Documentation Revision Date: 2016-09-29

Data Set Version: Version 2

Please note that this version was superseded by Version 3 on 2016/09/27.

Follow this link to the latest version:

Thornton, P.E., M.M. Thornton, and R.S. Vose. 2016. Daymet V3: Annual Tile Summary Cross-Validation Statistics for North America, Hawaii ORNL DAAC, Oak Ridge, Tennessee, USA. http://dx.doi.org/10.3334/ORNLDAAC/1348

Contact ORNL DAAC User Services (support-ornl@earthdata.nasa.gov) if you need additional assistance.


Summary

This data set provides annual summary cross-validation statistics for minimum temperature (tmin), maximum temperature (tmax), and daily total precipitation (prcp) of "Daymet: Daily Surface Weather Data on a 1-km Grid for North America, Version 2" (Thornton et al., 2014). The cross-validation statistics were generated by the Daymet model algorithm from the station-based daily observations and predictions and are summarized for each of the 2-degree by 2-degree tiles in the regimen in which Daymet is derived. Data are available for the temporal period 1980 through 2014, the most recently processed calendar year of Daymet Version 2.

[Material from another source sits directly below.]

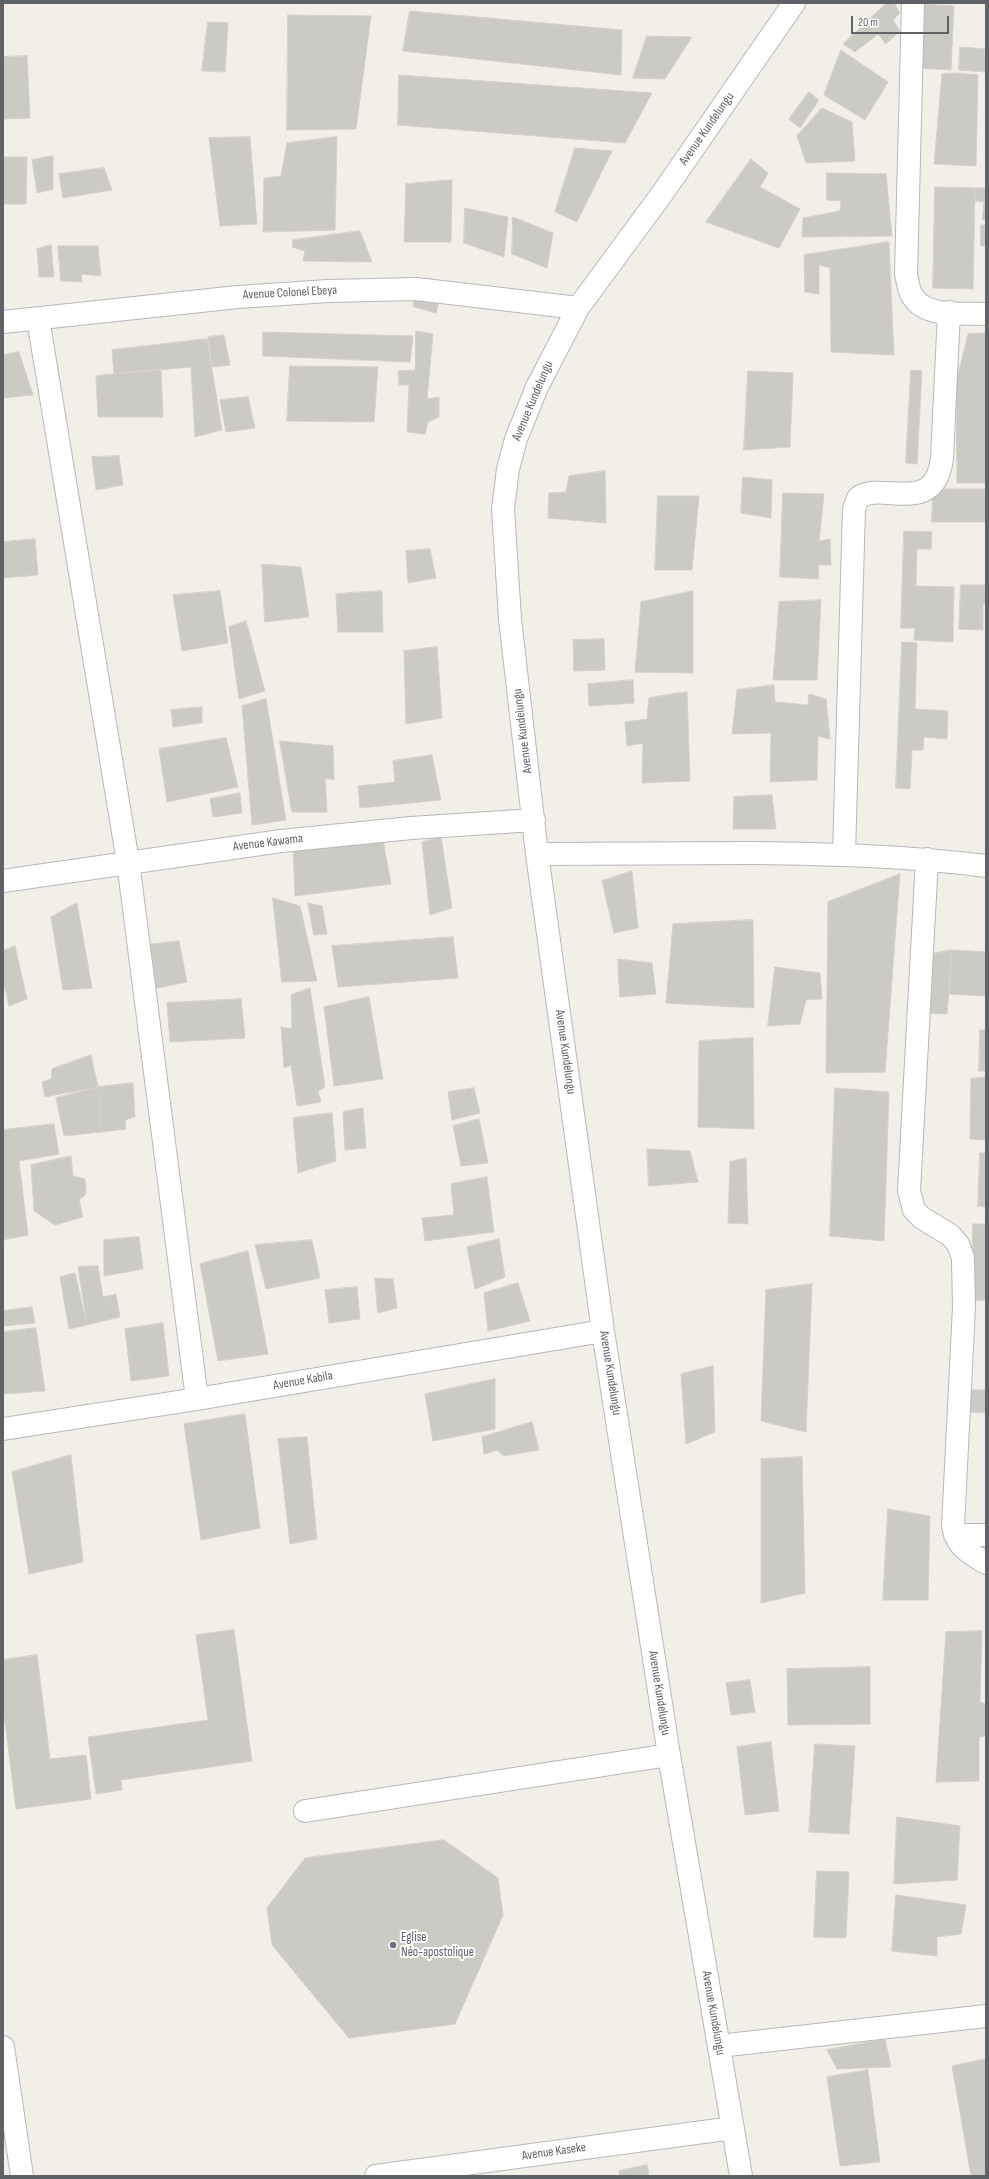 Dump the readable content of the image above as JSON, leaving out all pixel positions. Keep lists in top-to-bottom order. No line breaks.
{"streets":{"street":["Avenue Kundelungu","Avenue Colonel Ebeya","Avenue Kawama","Avenue Kabila","Avenue Kaseke"]},"crossings":[["Avenue Kundelungu","Avenue Colonel Ebeya"],["Avenue Kundelungu","Avenue Kawama"],["Avenue Kundelungu","Avenue Kabila"],["Avenue Kundelungu","Avenue Kaseke"]],"places":["Eglise Néo-apostolique"],"scale_bar":"20 m"} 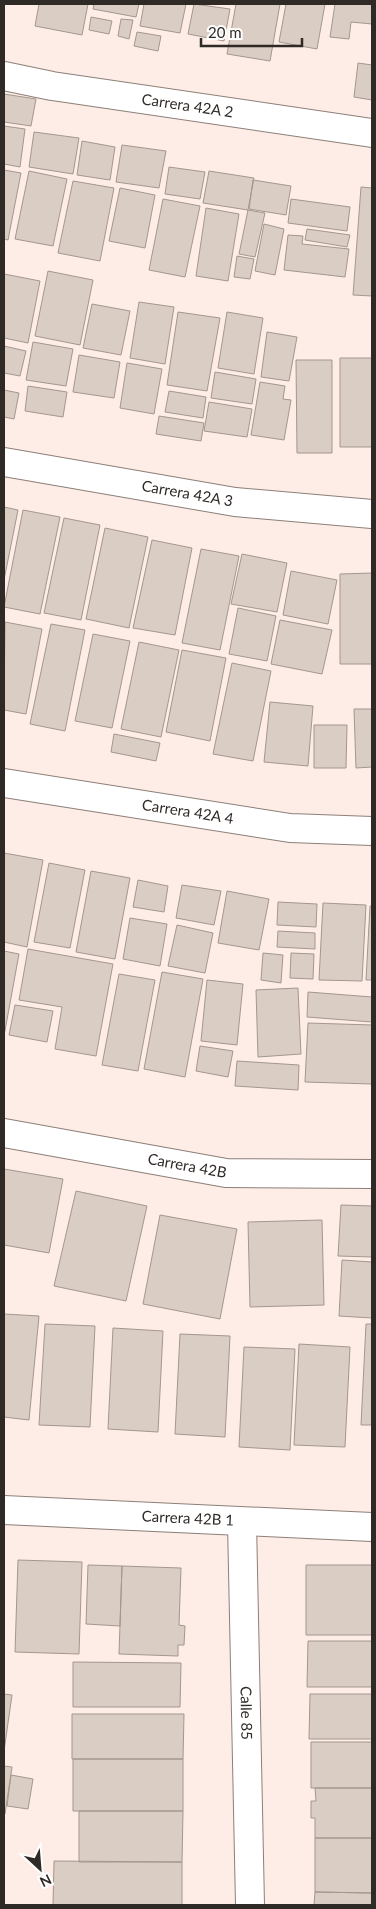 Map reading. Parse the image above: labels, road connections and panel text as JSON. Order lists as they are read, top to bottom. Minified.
{"streets":{"street":["Carrera 42A 2","Carrera 42A 3","Carrera 42A 4","Carrera 42B","Carrera 42B 1","Calle 85"]},"crossings":[["Carrera 42B 1","Calle 85"]],"scale_bar":"20 m","north":"bottom right"}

Summarized by tile are average and period-of-record mean absolute error (MAE) and bias statistics for the input weather observations of tmin, tmax, and prcp.  Also available are tile-wide values of total ground weather stations, total station-days evaluated, and mean observed input parameter values. Summary statistics are also available for the Gaussian distribution functions, used in the Daymet interpolation method, as mean and standard deviations of the radius of the kernel weights and x, y, and z components of the 3-dimensional regression formula.

The data are distributed as shape files that represent the 2-degree by 2-degree tile structure in which the Daymet model estimates are derived.  The annual cross-validation statistics are provided as a separate shape file for the North American domain for each of the three variables for each year of available Daymet input data (i.e., 3 files/year for 35 years).

Also provided are the complete time series of annual summary cross-validation statistics for the three Daymet input parameters in comma separated files (*.csv).  There is one file for each of the three parameters for each tile.

Figure 1 shows four different annual tile-wide summary cross-validation statistics for 1980 daily precipitation; mean absolute error (MAE) for single day predictions ("daymae"), mean prediction bias ("bias"), mean absolute error for period of record predictions ("pormae"), and mean absolute error as a percentage for period of record predictions (“pormpae”).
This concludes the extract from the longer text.